WHAT IS BEING ASKED:
In the records below, work out how many lines hold the word "stream". Report the number alone.

EXCERPTED RECORDS:
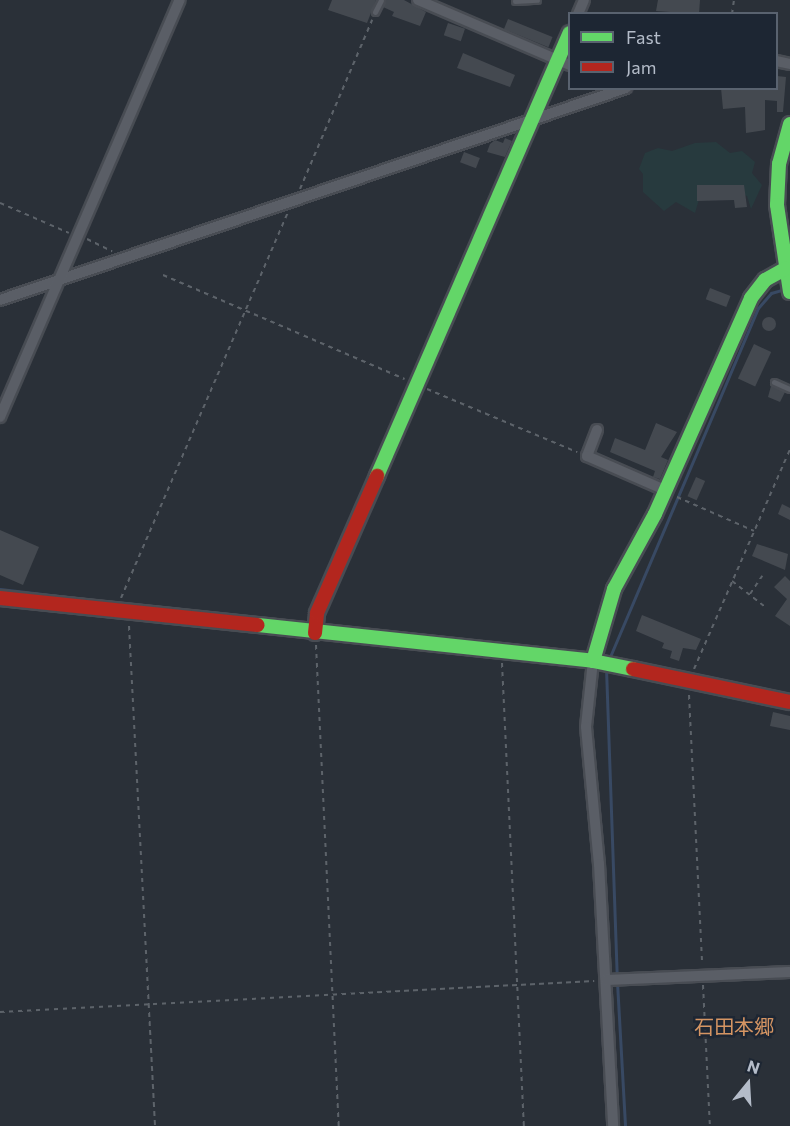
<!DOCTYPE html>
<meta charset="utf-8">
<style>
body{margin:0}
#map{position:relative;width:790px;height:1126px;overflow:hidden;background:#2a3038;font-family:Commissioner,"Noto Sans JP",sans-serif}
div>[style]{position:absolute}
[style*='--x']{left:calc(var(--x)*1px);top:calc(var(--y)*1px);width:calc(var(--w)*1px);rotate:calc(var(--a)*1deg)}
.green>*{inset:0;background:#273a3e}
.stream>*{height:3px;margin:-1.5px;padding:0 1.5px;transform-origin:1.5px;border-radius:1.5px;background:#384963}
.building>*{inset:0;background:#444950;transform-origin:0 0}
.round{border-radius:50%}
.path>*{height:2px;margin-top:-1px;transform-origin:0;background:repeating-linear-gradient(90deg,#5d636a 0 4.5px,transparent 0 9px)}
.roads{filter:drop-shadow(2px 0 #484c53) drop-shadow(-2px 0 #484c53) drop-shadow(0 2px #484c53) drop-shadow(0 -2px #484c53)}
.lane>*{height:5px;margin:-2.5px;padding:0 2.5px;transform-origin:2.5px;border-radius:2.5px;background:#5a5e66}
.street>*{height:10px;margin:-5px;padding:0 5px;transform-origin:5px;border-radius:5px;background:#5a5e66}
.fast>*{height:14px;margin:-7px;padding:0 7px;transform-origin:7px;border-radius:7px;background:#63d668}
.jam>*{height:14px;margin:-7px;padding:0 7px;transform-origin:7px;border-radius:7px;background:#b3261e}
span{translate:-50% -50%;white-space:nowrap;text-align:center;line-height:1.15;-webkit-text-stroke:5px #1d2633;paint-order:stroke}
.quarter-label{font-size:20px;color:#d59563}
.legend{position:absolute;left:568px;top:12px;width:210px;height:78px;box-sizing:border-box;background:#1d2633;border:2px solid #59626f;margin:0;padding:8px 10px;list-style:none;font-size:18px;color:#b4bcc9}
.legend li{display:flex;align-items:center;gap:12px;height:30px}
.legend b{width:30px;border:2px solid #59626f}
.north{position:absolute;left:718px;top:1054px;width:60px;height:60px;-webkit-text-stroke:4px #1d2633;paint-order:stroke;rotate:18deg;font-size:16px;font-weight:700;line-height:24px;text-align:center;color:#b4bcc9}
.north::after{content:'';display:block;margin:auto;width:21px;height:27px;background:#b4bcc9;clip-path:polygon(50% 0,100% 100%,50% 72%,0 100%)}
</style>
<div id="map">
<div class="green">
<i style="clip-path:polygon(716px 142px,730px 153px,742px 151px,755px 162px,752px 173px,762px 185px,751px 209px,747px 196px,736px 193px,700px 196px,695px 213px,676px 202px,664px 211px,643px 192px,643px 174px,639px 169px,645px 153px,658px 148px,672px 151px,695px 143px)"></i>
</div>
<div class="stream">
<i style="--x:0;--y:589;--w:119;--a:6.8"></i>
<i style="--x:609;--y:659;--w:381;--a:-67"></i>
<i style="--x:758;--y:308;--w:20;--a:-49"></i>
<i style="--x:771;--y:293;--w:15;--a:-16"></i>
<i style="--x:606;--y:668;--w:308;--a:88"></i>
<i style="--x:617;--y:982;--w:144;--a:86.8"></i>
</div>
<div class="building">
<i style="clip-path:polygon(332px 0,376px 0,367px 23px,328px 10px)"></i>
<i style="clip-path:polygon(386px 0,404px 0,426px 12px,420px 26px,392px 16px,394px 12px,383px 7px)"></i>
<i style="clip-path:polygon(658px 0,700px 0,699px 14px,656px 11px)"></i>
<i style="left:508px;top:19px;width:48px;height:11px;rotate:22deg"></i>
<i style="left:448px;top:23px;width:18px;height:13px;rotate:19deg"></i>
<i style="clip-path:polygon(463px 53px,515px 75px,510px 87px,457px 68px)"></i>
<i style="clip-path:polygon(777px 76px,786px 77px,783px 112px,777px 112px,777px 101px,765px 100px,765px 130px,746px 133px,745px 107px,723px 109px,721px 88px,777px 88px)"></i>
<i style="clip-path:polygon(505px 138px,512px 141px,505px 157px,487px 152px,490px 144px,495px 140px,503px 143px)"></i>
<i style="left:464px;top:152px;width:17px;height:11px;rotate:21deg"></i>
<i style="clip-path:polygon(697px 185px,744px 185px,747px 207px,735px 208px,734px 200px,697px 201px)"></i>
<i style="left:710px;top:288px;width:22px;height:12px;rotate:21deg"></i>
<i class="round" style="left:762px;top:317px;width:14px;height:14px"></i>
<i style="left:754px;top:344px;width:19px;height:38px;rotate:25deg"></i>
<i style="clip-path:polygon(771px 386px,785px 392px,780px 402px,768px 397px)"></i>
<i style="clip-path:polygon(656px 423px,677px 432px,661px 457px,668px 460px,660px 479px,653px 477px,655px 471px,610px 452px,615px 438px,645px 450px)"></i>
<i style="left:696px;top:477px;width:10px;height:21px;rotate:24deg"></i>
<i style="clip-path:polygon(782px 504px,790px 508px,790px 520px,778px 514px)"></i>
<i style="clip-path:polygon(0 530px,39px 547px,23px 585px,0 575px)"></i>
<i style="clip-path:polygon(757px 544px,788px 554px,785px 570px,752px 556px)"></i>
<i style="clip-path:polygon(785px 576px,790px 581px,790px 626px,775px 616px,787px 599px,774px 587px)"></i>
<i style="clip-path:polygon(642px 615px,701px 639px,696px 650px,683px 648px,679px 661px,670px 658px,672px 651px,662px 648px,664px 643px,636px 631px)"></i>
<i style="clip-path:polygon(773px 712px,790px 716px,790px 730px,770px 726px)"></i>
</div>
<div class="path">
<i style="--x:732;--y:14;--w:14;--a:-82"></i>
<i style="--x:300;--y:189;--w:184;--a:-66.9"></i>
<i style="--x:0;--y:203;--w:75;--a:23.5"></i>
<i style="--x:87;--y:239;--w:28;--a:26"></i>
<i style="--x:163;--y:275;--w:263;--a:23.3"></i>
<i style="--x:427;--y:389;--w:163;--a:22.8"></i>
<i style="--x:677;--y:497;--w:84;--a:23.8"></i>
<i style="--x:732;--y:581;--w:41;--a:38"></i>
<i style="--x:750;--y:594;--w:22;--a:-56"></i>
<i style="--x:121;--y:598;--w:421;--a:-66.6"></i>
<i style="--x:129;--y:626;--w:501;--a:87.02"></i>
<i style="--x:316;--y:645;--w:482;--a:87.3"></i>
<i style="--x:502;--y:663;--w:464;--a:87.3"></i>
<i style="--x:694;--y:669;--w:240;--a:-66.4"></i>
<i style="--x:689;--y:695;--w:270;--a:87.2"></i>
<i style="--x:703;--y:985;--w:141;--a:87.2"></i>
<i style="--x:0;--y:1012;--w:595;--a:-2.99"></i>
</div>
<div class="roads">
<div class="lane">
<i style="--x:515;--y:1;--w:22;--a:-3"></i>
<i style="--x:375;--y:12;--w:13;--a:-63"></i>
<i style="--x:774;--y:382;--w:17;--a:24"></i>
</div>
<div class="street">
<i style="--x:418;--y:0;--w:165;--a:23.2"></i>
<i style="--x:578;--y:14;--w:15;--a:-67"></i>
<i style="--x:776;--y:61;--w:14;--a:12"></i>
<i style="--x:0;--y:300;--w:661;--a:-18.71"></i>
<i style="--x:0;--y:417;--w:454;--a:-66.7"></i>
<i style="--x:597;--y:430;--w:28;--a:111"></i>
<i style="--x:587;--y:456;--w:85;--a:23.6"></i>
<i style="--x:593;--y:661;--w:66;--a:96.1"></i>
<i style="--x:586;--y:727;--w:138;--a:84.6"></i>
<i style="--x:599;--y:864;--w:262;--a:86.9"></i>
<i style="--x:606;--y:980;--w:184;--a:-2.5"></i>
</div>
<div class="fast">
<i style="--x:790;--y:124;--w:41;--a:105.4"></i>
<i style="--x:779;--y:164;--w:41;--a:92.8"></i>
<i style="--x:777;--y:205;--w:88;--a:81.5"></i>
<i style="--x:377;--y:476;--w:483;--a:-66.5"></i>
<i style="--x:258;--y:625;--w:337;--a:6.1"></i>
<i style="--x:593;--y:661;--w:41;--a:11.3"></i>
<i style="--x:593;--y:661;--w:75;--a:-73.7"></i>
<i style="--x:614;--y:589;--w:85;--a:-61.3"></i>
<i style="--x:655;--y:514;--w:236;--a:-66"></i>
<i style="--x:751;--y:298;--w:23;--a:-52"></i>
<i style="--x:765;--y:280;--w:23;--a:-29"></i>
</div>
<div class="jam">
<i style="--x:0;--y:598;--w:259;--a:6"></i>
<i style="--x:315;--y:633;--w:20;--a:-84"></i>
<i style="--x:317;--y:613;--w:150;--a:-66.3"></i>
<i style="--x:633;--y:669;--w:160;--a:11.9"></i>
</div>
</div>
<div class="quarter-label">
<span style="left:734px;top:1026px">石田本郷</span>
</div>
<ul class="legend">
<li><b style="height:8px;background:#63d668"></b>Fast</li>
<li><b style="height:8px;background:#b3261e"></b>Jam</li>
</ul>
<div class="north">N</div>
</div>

TASK RESULT:
2